The land in Canada was inhabited for thousands of years by various groups of indigenous peoples. Since the late 15th century, British and French expeditions explored and later settled along the Atlantic coast. France ceded nearly all its colonies in North America in 1763 after the Seven Years War. In 1867, the union of three British North American colonies through Confederation meant Canada was formed as a federal dominion of four provinces. This started a collection of the provinces and territories and a process of increasing autonomy from the United Kingdom. This independence has been marked by the expansion of the Statute of Westminster of 1931 and ended in Canada in 1982, which severed the vestiges of legal dependence on British Parliament.
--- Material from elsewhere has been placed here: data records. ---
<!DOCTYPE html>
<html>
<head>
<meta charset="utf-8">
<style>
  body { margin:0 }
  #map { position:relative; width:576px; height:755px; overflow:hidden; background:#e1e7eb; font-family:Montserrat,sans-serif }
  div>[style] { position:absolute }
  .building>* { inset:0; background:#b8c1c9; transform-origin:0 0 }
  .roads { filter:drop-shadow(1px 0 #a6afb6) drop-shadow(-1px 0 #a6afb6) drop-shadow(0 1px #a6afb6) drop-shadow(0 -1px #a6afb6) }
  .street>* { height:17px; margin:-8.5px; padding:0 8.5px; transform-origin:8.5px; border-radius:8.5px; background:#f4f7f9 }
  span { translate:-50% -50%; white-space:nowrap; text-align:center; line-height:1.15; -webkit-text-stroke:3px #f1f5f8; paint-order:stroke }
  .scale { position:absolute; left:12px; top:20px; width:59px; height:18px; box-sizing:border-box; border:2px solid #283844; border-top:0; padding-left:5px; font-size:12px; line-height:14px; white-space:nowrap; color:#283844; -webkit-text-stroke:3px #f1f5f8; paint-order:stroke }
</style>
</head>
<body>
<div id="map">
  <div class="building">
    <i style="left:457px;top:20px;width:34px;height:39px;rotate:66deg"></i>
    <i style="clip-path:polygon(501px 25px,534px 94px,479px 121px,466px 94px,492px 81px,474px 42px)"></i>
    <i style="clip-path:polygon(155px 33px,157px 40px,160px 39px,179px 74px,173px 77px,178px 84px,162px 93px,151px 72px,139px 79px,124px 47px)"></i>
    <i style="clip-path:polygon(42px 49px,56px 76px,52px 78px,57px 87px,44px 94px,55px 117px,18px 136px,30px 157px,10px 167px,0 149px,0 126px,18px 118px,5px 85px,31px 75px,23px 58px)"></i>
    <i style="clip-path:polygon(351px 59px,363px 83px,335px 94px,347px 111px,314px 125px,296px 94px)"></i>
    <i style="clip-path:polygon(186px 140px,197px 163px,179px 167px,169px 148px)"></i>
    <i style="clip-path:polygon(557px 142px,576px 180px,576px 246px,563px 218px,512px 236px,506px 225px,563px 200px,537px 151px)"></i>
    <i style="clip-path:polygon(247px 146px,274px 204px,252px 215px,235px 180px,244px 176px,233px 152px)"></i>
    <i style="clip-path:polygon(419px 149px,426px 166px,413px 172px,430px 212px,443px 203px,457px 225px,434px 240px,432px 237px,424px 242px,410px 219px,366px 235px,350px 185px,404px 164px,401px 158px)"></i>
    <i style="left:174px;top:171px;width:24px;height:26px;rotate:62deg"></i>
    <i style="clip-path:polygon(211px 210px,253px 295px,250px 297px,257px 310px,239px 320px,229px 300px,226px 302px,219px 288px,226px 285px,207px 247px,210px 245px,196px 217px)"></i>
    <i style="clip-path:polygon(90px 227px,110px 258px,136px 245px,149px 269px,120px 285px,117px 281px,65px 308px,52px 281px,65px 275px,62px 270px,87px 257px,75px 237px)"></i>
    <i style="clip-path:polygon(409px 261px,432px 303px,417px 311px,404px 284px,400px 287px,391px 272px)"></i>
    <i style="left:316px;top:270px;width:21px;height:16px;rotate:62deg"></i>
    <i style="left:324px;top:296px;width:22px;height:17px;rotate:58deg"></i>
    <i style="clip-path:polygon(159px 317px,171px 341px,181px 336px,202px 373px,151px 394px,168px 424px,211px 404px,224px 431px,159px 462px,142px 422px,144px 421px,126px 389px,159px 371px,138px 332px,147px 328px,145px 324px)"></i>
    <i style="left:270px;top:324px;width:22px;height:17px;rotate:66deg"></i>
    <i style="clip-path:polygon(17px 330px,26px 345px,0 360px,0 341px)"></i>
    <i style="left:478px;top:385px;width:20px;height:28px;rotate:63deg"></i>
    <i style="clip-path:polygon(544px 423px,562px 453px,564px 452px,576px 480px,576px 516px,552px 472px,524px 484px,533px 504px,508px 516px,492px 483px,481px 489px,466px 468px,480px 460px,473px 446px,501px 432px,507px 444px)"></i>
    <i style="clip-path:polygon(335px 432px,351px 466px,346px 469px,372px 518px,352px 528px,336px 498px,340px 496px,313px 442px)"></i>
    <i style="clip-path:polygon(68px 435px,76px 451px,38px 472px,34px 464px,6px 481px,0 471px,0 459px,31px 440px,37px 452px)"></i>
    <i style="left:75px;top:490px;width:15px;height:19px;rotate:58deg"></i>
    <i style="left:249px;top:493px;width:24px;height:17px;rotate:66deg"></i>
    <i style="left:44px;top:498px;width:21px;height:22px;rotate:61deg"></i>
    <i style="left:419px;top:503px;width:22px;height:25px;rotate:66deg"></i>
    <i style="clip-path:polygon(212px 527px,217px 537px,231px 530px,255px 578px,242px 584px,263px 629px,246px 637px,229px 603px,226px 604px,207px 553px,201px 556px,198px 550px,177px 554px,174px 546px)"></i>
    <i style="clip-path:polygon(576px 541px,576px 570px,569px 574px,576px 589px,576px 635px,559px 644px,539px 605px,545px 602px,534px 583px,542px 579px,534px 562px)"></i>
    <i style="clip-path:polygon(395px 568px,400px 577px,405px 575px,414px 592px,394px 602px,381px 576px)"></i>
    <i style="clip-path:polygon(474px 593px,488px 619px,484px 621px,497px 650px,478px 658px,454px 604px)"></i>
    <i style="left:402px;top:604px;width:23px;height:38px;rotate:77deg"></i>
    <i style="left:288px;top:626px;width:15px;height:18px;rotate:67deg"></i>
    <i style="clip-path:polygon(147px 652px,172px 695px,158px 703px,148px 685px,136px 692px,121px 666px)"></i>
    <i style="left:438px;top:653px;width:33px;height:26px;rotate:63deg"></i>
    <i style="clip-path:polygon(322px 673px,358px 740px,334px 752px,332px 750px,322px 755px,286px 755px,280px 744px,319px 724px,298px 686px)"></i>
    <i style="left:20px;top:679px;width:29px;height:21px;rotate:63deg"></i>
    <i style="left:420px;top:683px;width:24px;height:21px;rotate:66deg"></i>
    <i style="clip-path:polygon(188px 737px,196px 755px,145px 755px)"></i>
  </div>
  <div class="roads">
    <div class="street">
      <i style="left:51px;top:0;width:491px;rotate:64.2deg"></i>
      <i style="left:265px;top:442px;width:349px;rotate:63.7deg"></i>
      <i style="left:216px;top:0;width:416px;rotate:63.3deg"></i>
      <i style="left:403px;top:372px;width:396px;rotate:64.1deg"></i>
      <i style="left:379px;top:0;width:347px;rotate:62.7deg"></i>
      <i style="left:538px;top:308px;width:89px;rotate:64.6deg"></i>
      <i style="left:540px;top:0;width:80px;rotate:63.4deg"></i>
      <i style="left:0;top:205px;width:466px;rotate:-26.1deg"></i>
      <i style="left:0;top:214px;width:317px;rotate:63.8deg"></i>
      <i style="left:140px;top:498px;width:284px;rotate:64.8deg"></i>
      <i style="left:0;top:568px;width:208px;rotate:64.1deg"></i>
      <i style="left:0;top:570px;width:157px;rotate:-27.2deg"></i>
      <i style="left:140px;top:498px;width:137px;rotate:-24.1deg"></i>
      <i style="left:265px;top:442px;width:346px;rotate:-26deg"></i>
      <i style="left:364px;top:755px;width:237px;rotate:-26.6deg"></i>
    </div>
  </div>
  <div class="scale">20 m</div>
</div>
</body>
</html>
Canada has a strong democratic tradition supported by a parliamentary system in the construction of the constitutional monarchy. The monarchy of Canada is the foundation of the executive, legislative and judicial (the sovereign is Queen Elizabeth II, who is also head of state from other 15 countries of the Commonwealth). As such, the Queen’s representative, Governor General of Canada (now David Lloyd Johnston) makes most of the Royal Canadian federal functions.
Federal Government of Canada’s share of responsibilities is divided between the federal government and the ten provinces. Provincial legislatures are unicameral and parliamentary work in a similar way to the House of Commons. Canada also has three area legislators, but these are not sovereign, and have fewer constitutional responsibilities to the provinces, and some structural differences.